*Problem requirements:*
Only the text of the records, copied exactly, is wanted; no pictures.
** Supplied information follows **
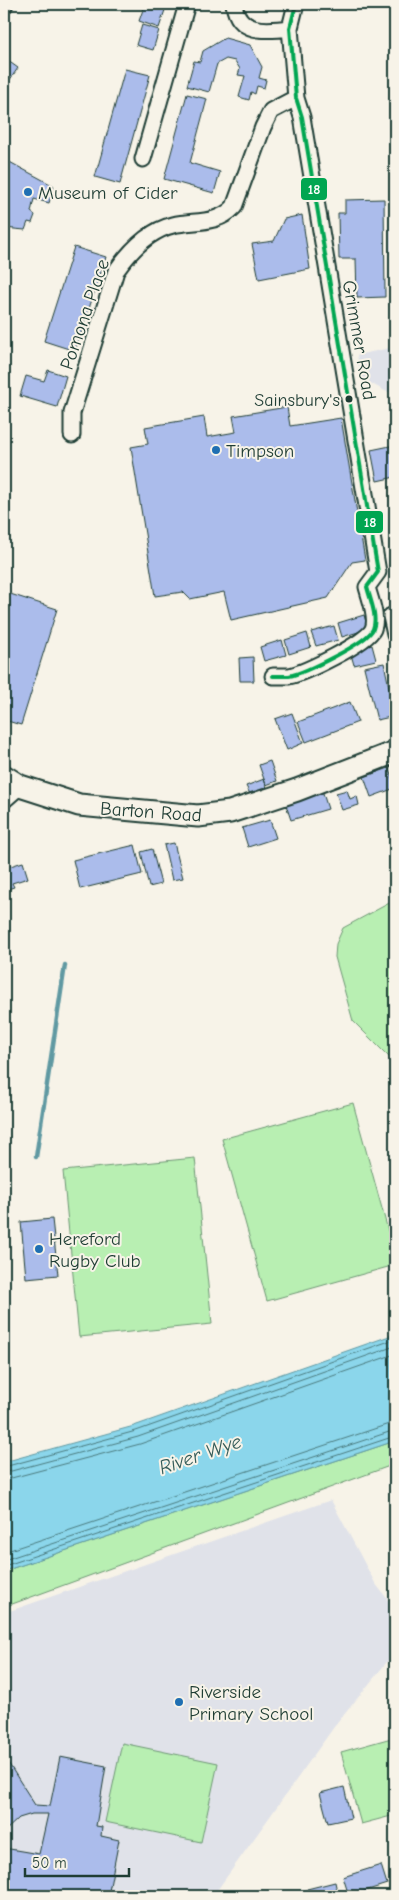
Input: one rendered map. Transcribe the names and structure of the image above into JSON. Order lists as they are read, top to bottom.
{
  "streets": {
    "street": ["Pomona Place", "Grimmer Road", "Barton Road"]
  },
  "crossings": [
    ["Pomona Place", "Grimmer Road"]
  ],
  "water": ["River Wye"],
  "places": [
    "Museum of Cider",
    "Sainsbury's",
    "Timpson",
    "Hereford Rugby Club",
    "Riverside Primary School"
  ],
  "lines": ["transit line 18"],
  "scale_bar": "50 m"
}
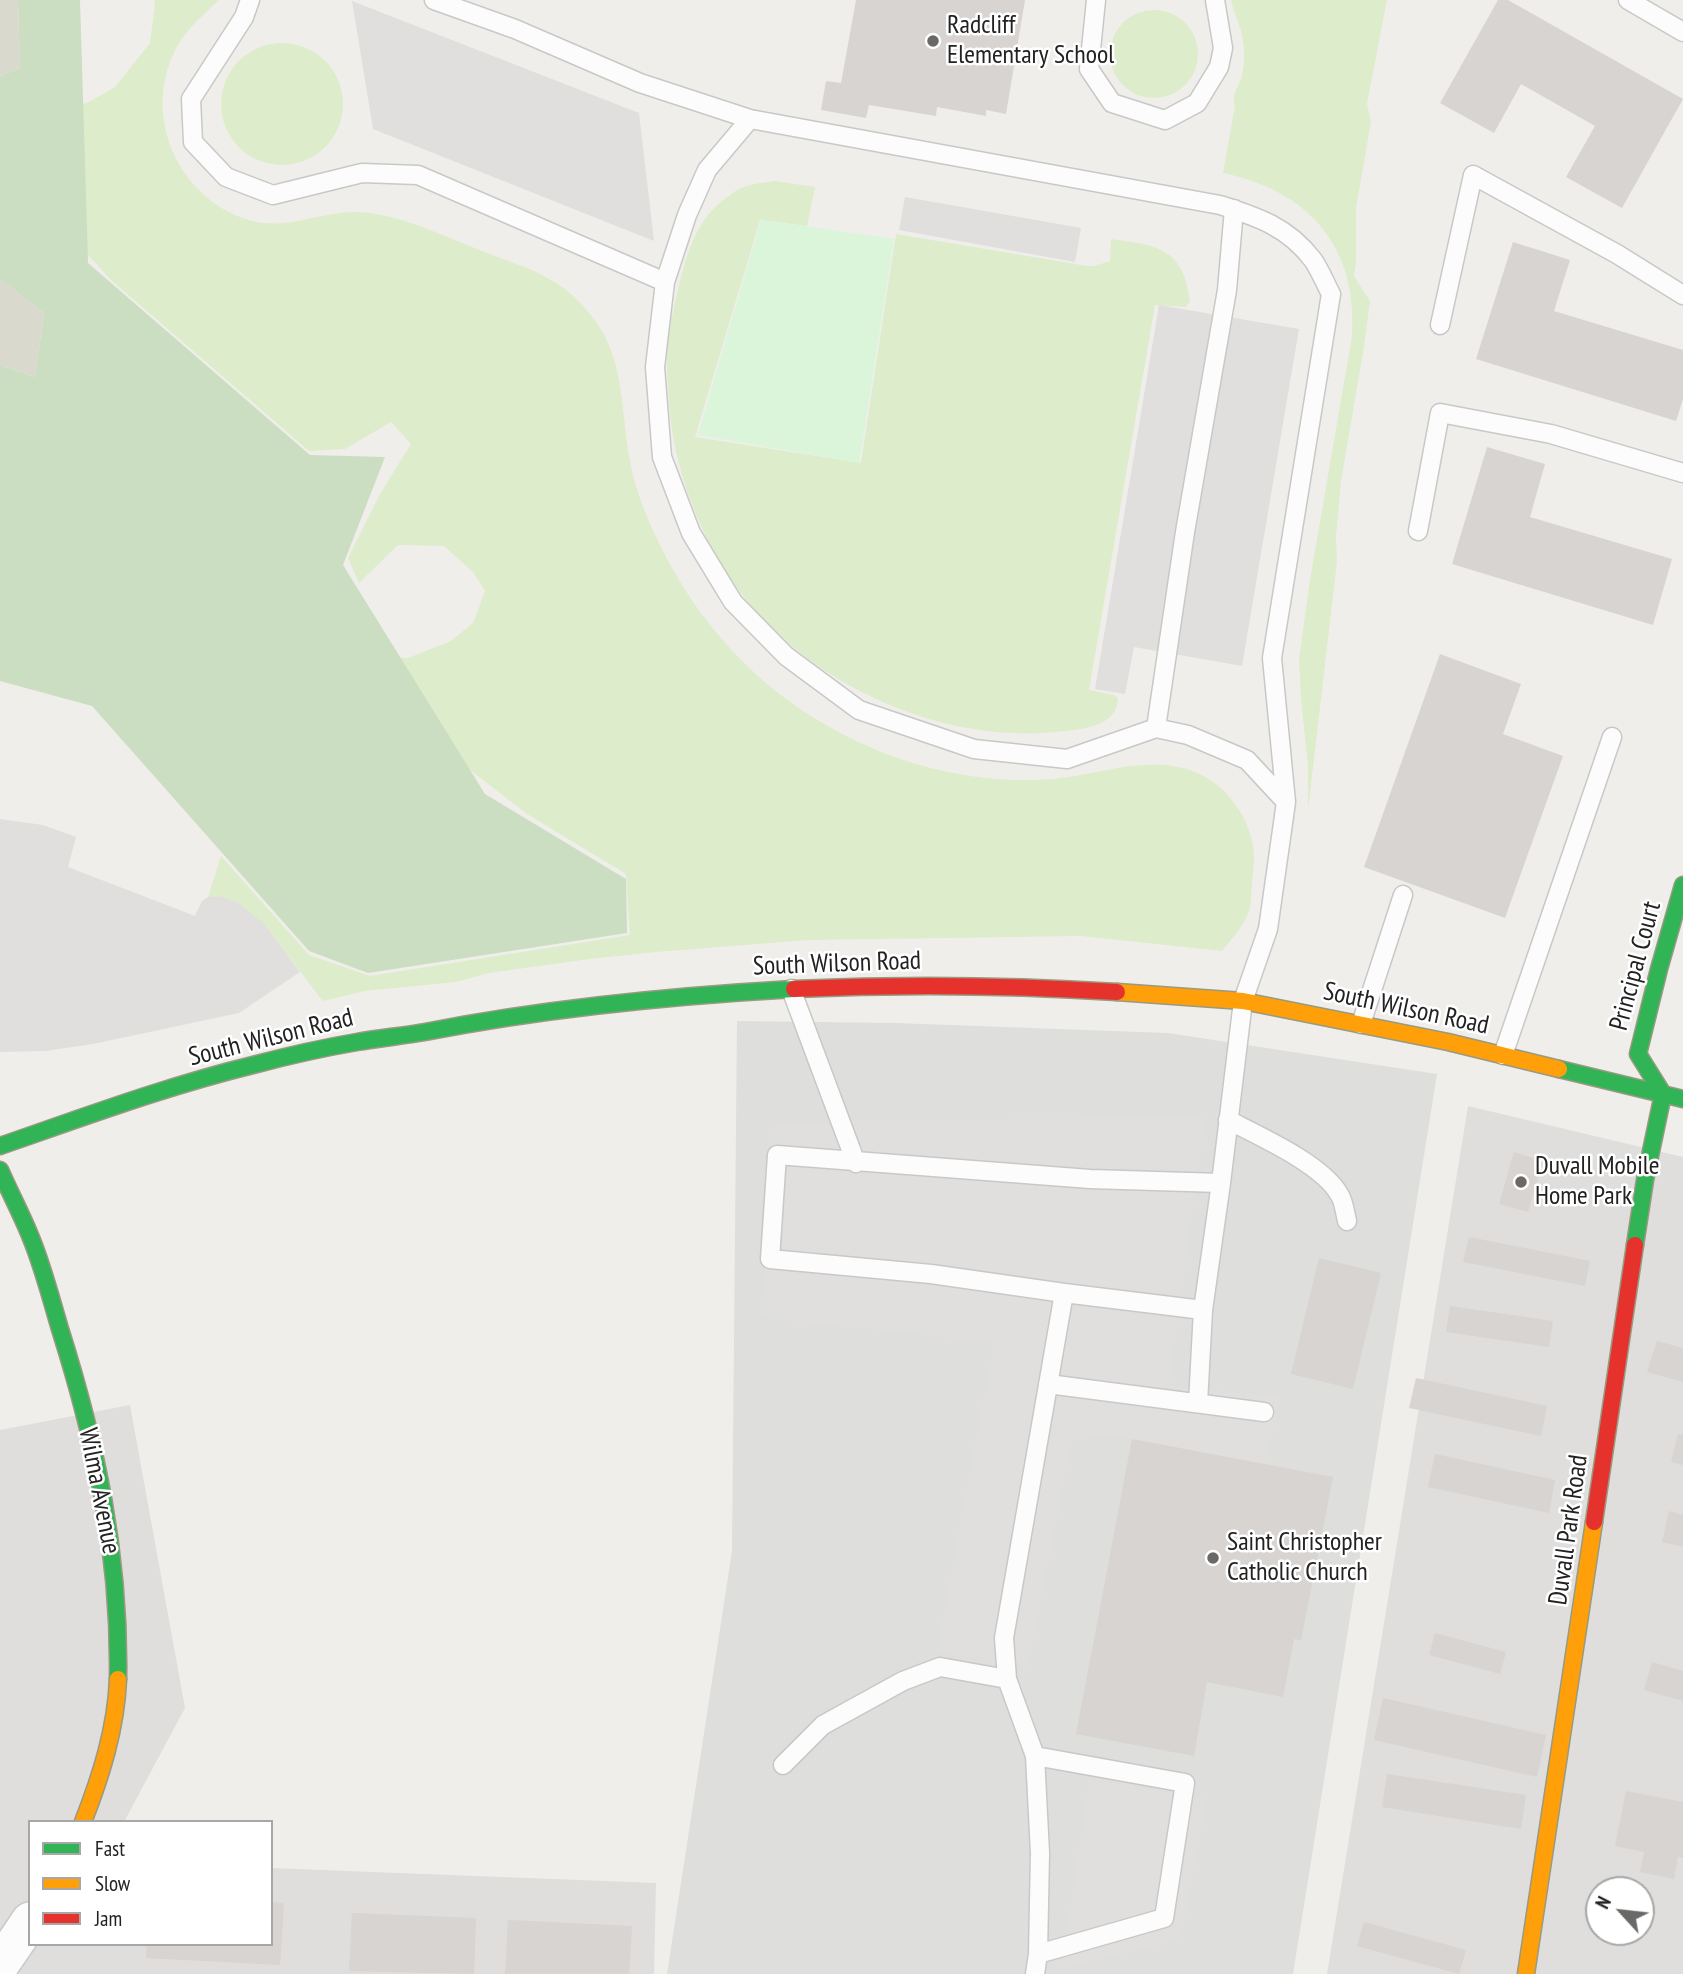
** End of Supplied information **
*Reply:*
Input: one rendered map. Transcribe the names and structure of the image above into JSON. Order lists as they are read, top to bottom.
{
  "streets": {
    "street": ["Pomona Place", "Grimmer Road", "Barton Road"]
  },
  "crossings": [
    ["Pomona Place", "Grimmer Road"]
  ],
  "water": ["River Wye"],
  "places": [
    "Museum of Cider",
    "Sainsbury's",
    "Timpson",
    "Hereford Rugby Club",
    "Riverside Primary School"
  ],
  "lines": ["transit line 18"],
  "scale_bar": "50 m"
}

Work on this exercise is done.